**THE RECORDS:**
<<<<

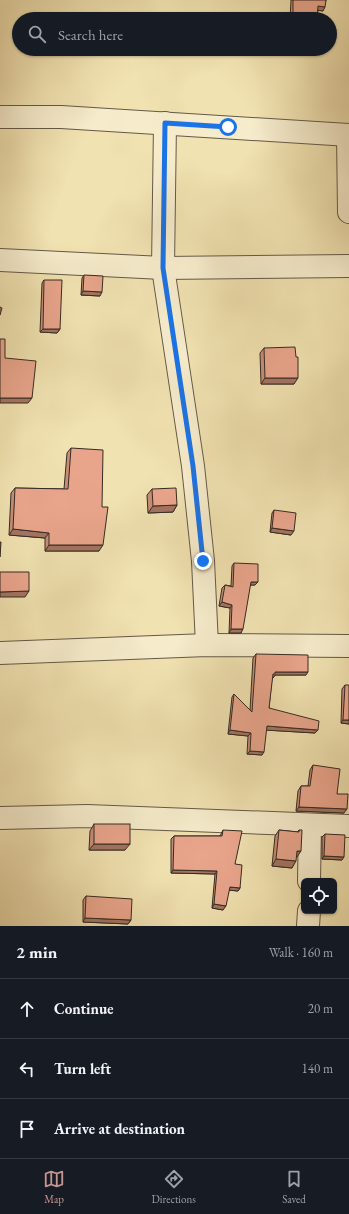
<!DOCTYPE html>
<meta charset="utf-8">
<style>
:root{--surface:#171b24;--page:#242831;--text:#f1f3f6;--muted:#9ea1a6;--line:#363941;--accent:#c59692}
body{margin:0;font-family:"EB Garamond",serif;background:var(--page);color:var(--text)}
.controls{position:absolute;right:12px;bottom:12px;display:grid;overflow:hidden;border-radius:6px;box-shadow:0 1px 3px #0004}
.controls button{width:36px;height:36px;display:grid;place-items:center;padding:0;border:0;border-bottom:1px solid var(--line);background:var(--surface);color:var(--text);font:20px sans-serif}
.stop{position:absolute;width:12px;height:12px;margin:-9px;border:3px solid #1a73e8;border-radius:50%;background:#fff}
.stop.end{background:#1a73e8;border-color:#fff;box-shadow:0 1px 4px #0008}
.list{margin:0;padding:0;list-style:none}
h2{display:flex;justify-content:space-between;align-items:center;height:52px;margin:0;padding:0 16px;font-size:17px}
h2 small{font-size:13px;font-weight:400;color:var(--muted)}
.list li{display:grid;grid-template-columns:26px 1fr auto;gap:12px;align-items:center;box-sizing:border-box;height:60px;padding:0 16px;border-top:1px solid var(--line)}
.list b{display:block;font-size:15px;white-space:nowrap}
.list em{font-size:13px;font-style:normal;color:var(--muted)}
.icon{flex:none;width:22px;height:22px;fill:none;stroke:currentColor;stroke-width:2;stroke-linecap:round;stroke-linejoin:round}
.map{position:relative;flex:none;width:349px;height:926px;overflow:hidden}
.search{position:absolute;background:var(--surface);box-shadow:0 1px 3px #0004;left:12px;right:12px;top:12px;height:44px;display:flex;align-items:center;gap:10px;box-sizing:border-box;padding:0 14px;border-radius:22px;color:var(--muted);font-size:15px}
.sheet{height:232px;background:var(--surface)}
nav{display:flex;justify-content:space-around;align-items:center;box-sizing:border-box;height:56px;border-top:1px solid var(--line);background:var(--surface);font-size:11px;color:var(--muted)}
nav a{display:grid;justify-items:center;gap:2px}
nav .on{color:var(--accent)}
.map>svg:first-child{display:block}
.lines{fill:none;stroke-linecap:round;stroke-linejoin:round}
.street-casing{stroke:#645946;stroke-width:24}
.street{stroke:#f6eccc;stroke-width:22}
.wall{fill:#c88e78;stroke:#352b22}
.shaded-wall{fill:#a37462;stroke:#352b22}
.building{fill:#e9a58c;stroke:#352b22}
.route{stroke:#1a73e8;stroke-width:5}
</style>
<div class="map">
<svg width="349" height="926" viewBox="0 0 349 926">
<rect width="100%" height="100%" fill="#f1e2b1"/>
<filter id="stains"><feTurbulence type="fractalNoise" baseFrequency=".005" numOctaves="4"/><feColorMatrix values="0 0 0 0 .2 0 0 0 0 .09 0 0 0 0 .02 0 0 0 .5 -.17"/></filter>
<radialGradient id="worn" r=".72"><stop offset=".6" stop-color="#630" stop-opacity="0"/><stop offset="1" stop-color="#630" stop-opacity=".3"/></radialGradient>
<g class="lines">
<g class="street-casing">
<g id="street">
<polyline points="0,117 61,117 349,135"/>
<polyline points="165,123 163,268 193,466 203,561 207,645"/>
<polyline points="348,135 349,212"/>
<polyline points="0,260 163,268 349,266"/>
<polyline points="0,653 207,645 349,646"/>
<polyline points="0,818 87,816 349,826"/>
<polyline points="309,881 310,825"/>
<polyline points="308,926 309,911"/>
</g>
</g>
<use href="#street" class="street"/>
</g>
<g class="wall">
<polygon points="291,0 326,0 323,11 318,10 317,19 290,19"/>
<polygon points="84,275 100,296 81,295 82,278"/>
<polygon points="44,280 60,329 57,333 40,332 42,283"/>
<polygon points="264,348 296,357 294,384 261,384 260,353"/>
<polygon points="71,448 99,551 45,551 45,538 9,535 11,493 15,488 64,489 67,453"/>
<polygon points="152,489 177,505 173,512 148,513 147,495"/>
<polygon points="274,510 291,535 270,532 272,513"/>
<polygon points="234,563 255,585 250,585 241,633 229,633 230,608 219,606 222,588 225,585 231,586 232,566"/>
<polygon points="256,654 306,675 275,675 273,678 272,678 269,708 318,730 315,733 266,730 262,755 247,754 248,736 228,734 232,697 234,694 250,710 253,658"/>
<polygon points="345,685 349,724 341,723 342,689"/>
<polygon points="313,765 337,794 344,813 296,811 298,791 301,786 308,786 310,770"/>
<polygon points="94,824 125,850 89,850 90,831"/>
<polygon points="223,830 235,864 240,888 238,891 229,890 223,910 212,908 215,874 171,873 171,839 174,836 220,836"/>
<polygon points="279,830 297,832 299,830 297,857 296,857 292,868 272,866 275,836"/>
<polygon points="325,834 342,860 322,859 322,837"/>
<polygon points="86,896 131,920 128,924 83,922 83,900"/>
</g>
<g class="shaded-wall">
<polygon points="318,6 325,7 323,11 315,10"/>
<polygon points="83,291 102,292 100,296 81,295"/>
<polygon points="43,329 60,329 57,333 40,332"/>
<polygon points="265,378 298,378 294,384 261,384"/>
<polygon points="0,398 32,398 28,403 0,403"/>
<polygon points="177,505 173,512 148,513 153,506"/>
<polygon points="272,528 294,531 291,535 270,532"/>
<polygon points="13,529 49,533 45,538 9,535"/>
<polygon points="49,545 103,545 99,551 45,551"/>
<polygon points="251,582 258,582 255,585 249,585"/>
<polygon points="29,591 25,597 0,597 0,592"/>
<polygon points="222,602 232,605 230,608 219,606"/>
<polygon points="231,629 243,629 241,633 229,633"/>
<polygon points="275,672 308,672 306,675 275,675 273,678 270,678 273,674"/>
<polygon points="343,720 349,720 349,724 341,723"/>
<polygon points="267,726 318,730 315,733 264,730"/>
<polygon points="230,730 251,733 248,736 228,734"/>
<polygon points="250,751 264,752 262,755 247,754"/>
<polygon points="299,807 347,809 344,813 296,811"/>
<polygon points="94,844 130,844 125,850 89,850"/>
<polygon points="297,851 301,851 297,857 292,857"/>
<polygon points="324,856 344,857 342,860 322,859"/>
<polygon points="276,859 296,861 292,868 272,866"/>
<polygon points="173,870 217,871 215,874 171,873"/>
<polygon points="230,887 240,888 238,891 227,890"/>
<polygon points="214,904 226,906 223,910 212,908"/>
<polygon points="85,918 131,920 128,924 83,922"/>
</g>
<g class="building">
<polygon points="293,0 326,0 325,7 318,6 317,19 293,19"/>
<polygon points="84,275 103,276 102,292 83,291"/>
<polygon points="44,280 62,280 60,329 43,329"/>
<polygon points="0,307 2,308 0,315"/>
<polygon points="0,339 5,339 5,358 36,361 32,398 0,398"/>
<polygon points="295,347 296,357 298,357 298,378 265,378 264,348"/>
<polygon points="71,448 103,450 102,507 108,507 103,545 49,545 49,533 13,529 15,488 68,489"/>
<polygon points="176,488 177,505 153,506 152,489"/>
<polygon points="274,510 296,513 294,531 272,528"/>
<polygon points="0,542 1,542 0,557"/>
<polygon points="234,563 258,564 258,582 251,582 243,629 231,629 232,605 222,602 225,585 233,587"/>
<polygon points="0,572 29,572 29,591 0,592"/>
<polygon points="256,654 308,655 308,672 275,672 275,674 273,674 269,708 319,721 318,730 267,726 264,752 250,751 251,733 230,730 234,694 252,712"/>
<polygon points="345,685 349,685 349,720 343,720"/>
<polygon points="313,765 340,769 337,794 348,794 347,809 299,807 301,786 310,786"/>
<rect x="94" y="824" width="36" height="20"/>
<polygon points="223,830 242,831 235,864 242,865 240,888 230,887 226,906 214,904 217,871 173,870 174,836 222,836"/>
<polygon points="279,830 299,832 299,830 302,830 301,851 297,851 296,861 276,859"/>
<polygon points="325,834 345,835 344,857 324,856"/>
<polygon points="86,896 132,899 131,920 85,918"/>
</g>
<g class="lines">
<polyline class="route" points="203,561 193,466 163,268 165,123 228,127"/>
</g>
<rect width="100%" height="100%" filter="url(#stains)"/>
<rect width="100%" height="100%" fill="url(#worn)"/>
</svg>
<div class="controls">
<button><svg class="icon" aria-label="locate" viewBox="0 0 24 24"><circle cx="12" cy="12" r="6"/><path d="M12 2v4M12 18v4M2 12h4M18 12h4"/></svg></button>
</div>
<div class="stop" style="left:228px;top:127px"></div>
<div class="stop end" style="left:203px;top:561px"></div>
<div class="search"><svg class="icon" aria-label="search" viewBox="0 0 24 24"><circle cx="10" cy="10" r="6"/><path d="M15 15l6 6"/></svg>Search here</div>
</div>
<section class="sheet">
<h2>2 min<small>Walk · 160 m</small></h2>
<ul class="list">
<li><svg class="icon" aria-label="ahead" viewBox="0 0 24 24"><path d="M12 20V5M6 11l6-6 6 6"/></svg><div><b>Continue</b></div><em>20 m</em></li>
<li><svg class="icon" aria-label="left" viewBox="0 0 24 24"><path d="M17 20v-9H6M10 6l-5 5 5 5"/></svg><div><b>Turn left</b></div><em>140 m</em></li>
<li><svg class="icon" aria-label="arrive" viewBox="0 0 24 24"><path d="M6 21V4h12l-3 4 3 4H6"/></svg><div><b>Arrive at destination</b></div></li>
</ul>
</section>
<nav>
<a class="on"><svg class="icon" aria-label="map" viewBox="0 0 24 24"><path d="M3 6l6-2 6 2 6-2v14l-6 2-6-2-6 2zM9 4v14M15 6v14"/></svg>Map</a>
<a><svg class="icon" aria-label="directions" viewBox="0 0 24 24"><path d="M12 3l9 9-9 9-9-9zM9 14v-3h6M13 9l2 2-2 2"/></svg>Directions</a>
<a><svg class="icon" aria-label="saved" viewBox="0 0 24 24"><path d="M7 4h10v16l-5-4-5 4z"/></svg>Saved</a>
</nav>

>>>>

Exactly and only the lines from the one containing "3l9 9-9 9-9-9zM9" to the end of the entries above are to be written out.

<a><svg class="icon" aria-label="directions" viewBox="0 0 24 24"><path d="M12 3l9 9-9 9-9-9zM9 14v-3h6M13 9l2 2-2 2"/></svg>Directions</a>
<a><svg class="icon" aria-label="saved" viewBox="0 0 24 24"><path d="M7 4h10v16l-5-4-5 4z"/></svg>Saved</a>
</nav>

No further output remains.